* [WORK REQUIRED]: Below are some records. How many of their lines contain the string "margin"? Give the number only.

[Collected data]

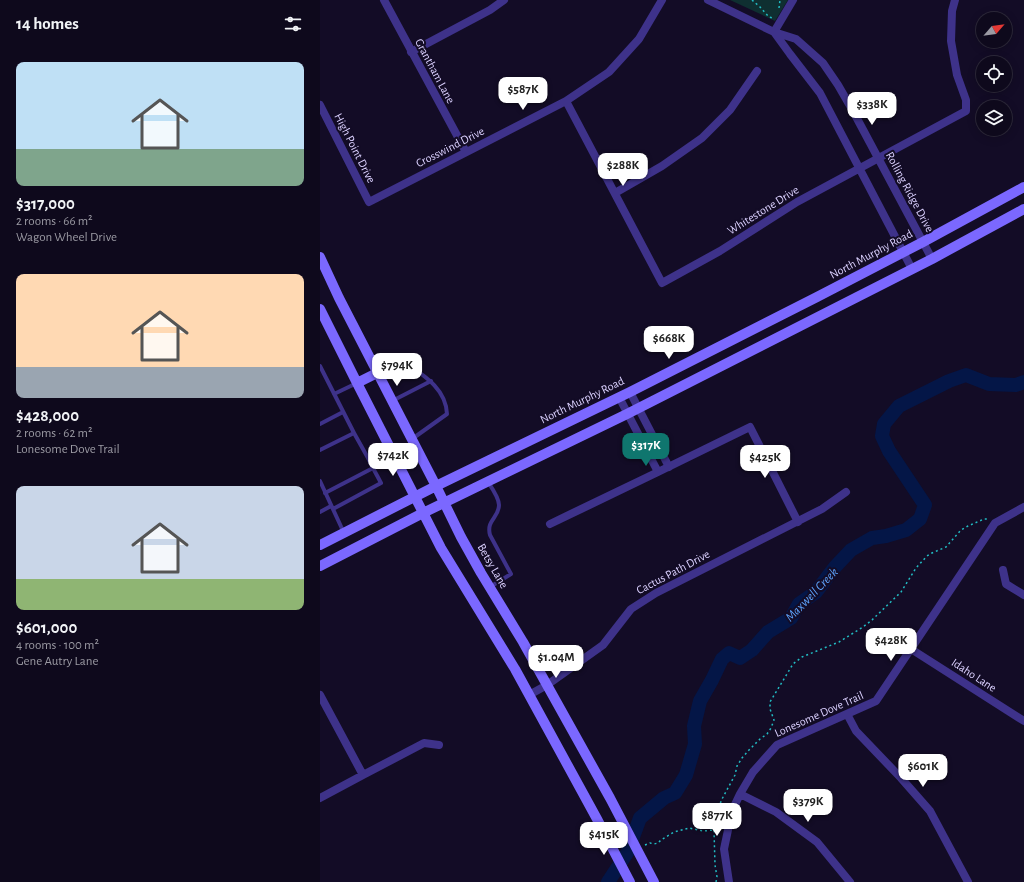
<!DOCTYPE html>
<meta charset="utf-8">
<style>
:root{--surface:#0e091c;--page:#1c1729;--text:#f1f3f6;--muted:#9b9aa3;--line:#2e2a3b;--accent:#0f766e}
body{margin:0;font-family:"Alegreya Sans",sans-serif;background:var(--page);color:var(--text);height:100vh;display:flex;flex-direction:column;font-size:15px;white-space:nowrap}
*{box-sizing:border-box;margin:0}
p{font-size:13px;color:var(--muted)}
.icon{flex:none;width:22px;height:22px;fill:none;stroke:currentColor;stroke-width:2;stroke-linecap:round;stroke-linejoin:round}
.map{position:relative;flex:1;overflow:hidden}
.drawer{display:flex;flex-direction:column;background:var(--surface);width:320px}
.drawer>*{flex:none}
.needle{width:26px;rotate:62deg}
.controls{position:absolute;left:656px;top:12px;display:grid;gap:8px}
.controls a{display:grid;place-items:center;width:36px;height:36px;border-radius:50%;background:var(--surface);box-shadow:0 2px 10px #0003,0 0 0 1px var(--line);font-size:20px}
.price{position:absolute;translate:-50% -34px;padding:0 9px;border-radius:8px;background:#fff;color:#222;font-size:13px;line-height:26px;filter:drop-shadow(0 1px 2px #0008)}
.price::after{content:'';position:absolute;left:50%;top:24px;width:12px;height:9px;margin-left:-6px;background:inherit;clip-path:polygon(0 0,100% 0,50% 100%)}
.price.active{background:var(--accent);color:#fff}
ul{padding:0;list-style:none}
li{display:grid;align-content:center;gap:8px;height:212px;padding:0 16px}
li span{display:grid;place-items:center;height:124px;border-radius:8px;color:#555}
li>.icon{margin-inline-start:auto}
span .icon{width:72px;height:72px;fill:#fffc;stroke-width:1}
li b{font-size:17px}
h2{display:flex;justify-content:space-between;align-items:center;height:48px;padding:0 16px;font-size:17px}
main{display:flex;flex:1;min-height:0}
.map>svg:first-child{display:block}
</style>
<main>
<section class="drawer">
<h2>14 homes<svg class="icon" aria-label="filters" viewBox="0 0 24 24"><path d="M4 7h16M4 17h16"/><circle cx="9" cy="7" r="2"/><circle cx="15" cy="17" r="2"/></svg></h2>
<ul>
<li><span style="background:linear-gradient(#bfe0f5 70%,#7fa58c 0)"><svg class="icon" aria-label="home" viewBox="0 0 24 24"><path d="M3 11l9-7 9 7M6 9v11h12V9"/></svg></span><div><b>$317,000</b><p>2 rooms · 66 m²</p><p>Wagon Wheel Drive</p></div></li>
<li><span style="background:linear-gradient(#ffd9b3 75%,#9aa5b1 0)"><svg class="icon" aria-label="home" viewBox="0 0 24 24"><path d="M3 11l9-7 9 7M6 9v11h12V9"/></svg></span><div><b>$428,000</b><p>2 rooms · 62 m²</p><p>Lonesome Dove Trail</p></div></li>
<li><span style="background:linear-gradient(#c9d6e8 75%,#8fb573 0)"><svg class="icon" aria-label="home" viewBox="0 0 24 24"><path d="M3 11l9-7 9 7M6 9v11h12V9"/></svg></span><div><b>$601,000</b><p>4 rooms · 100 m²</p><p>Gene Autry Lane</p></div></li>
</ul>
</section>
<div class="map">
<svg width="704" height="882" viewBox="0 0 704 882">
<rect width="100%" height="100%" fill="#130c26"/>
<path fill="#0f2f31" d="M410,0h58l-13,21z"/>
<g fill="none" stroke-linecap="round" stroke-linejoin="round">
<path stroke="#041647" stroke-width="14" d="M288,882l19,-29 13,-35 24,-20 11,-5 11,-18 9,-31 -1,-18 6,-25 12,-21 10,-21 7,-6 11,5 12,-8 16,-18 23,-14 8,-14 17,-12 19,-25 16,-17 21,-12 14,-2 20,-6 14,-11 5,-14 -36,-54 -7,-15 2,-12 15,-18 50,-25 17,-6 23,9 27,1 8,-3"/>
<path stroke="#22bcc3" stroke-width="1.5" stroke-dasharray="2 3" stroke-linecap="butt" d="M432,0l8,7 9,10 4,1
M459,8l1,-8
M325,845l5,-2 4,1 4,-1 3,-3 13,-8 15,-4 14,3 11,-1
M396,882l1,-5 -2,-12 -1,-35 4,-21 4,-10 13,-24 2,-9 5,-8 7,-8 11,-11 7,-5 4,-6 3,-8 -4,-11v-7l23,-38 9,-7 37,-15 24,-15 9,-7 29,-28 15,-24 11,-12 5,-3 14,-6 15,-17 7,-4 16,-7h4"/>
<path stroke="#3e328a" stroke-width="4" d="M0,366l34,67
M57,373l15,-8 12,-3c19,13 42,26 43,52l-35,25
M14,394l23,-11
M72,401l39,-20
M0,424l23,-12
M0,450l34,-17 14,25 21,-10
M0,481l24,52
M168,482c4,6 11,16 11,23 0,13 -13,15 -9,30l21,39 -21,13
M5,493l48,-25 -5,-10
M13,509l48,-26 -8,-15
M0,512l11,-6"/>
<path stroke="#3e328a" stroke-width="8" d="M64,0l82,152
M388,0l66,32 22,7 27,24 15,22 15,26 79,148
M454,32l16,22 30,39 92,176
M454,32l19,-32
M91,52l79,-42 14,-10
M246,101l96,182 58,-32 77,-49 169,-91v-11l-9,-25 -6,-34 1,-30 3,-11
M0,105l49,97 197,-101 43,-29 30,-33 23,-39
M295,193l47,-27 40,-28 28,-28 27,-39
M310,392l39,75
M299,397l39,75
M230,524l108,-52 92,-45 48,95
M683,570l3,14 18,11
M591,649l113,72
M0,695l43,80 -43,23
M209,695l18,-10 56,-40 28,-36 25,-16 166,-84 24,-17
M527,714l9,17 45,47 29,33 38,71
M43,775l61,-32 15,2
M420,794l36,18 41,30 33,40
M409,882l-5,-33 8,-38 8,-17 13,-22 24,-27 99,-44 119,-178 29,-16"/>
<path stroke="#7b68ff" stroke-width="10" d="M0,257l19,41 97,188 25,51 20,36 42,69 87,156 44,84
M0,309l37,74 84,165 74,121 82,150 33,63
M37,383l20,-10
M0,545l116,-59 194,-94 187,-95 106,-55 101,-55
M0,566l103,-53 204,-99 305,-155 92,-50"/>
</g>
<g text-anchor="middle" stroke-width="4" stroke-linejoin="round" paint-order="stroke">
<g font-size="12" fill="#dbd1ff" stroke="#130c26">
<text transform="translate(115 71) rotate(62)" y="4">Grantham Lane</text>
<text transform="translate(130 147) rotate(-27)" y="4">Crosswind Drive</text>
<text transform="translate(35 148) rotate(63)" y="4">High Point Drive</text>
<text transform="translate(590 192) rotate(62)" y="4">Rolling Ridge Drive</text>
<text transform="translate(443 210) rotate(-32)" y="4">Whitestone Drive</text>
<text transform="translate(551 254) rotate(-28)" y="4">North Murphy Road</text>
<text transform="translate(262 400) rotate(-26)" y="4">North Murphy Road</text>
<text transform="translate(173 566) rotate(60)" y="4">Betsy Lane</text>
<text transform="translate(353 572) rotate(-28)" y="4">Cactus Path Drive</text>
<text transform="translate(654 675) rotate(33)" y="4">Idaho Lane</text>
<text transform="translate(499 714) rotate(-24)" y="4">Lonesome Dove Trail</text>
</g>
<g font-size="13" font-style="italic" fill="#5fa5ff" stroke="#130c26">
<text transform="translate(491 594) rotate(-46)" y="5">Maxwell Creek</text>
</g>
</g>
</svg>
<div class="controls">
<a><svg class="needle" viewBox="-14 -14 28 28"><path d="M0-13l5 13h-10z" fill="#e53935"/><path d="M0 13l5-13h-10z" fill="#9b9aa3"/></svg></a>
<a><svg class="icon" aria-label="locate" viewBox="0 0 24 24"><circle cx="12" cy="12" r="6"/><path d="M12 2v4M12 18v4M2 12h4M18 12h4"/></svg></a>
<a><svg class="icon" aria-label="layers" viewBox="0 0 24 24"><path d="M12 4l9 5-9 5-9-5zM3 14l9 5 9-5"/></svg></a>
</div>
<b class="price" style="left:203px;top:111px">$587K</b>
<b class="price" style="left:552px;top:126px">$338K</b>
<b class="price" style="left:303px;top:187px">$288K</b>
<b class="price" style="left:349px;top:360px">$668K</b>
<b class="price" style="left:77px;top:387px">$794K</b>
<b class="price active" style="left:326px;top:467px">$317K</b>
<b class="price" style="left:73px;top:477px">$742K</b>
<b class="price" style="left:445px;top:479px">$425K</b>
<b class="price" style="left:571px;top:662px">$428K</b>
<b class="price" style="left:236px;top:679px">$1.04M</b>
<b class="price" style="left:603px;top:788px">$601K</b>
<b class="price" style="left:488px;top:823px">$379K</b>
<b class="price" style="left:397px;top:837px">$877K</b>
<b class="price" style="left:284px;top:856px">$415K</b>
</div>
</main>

* [SOLUTION]: 4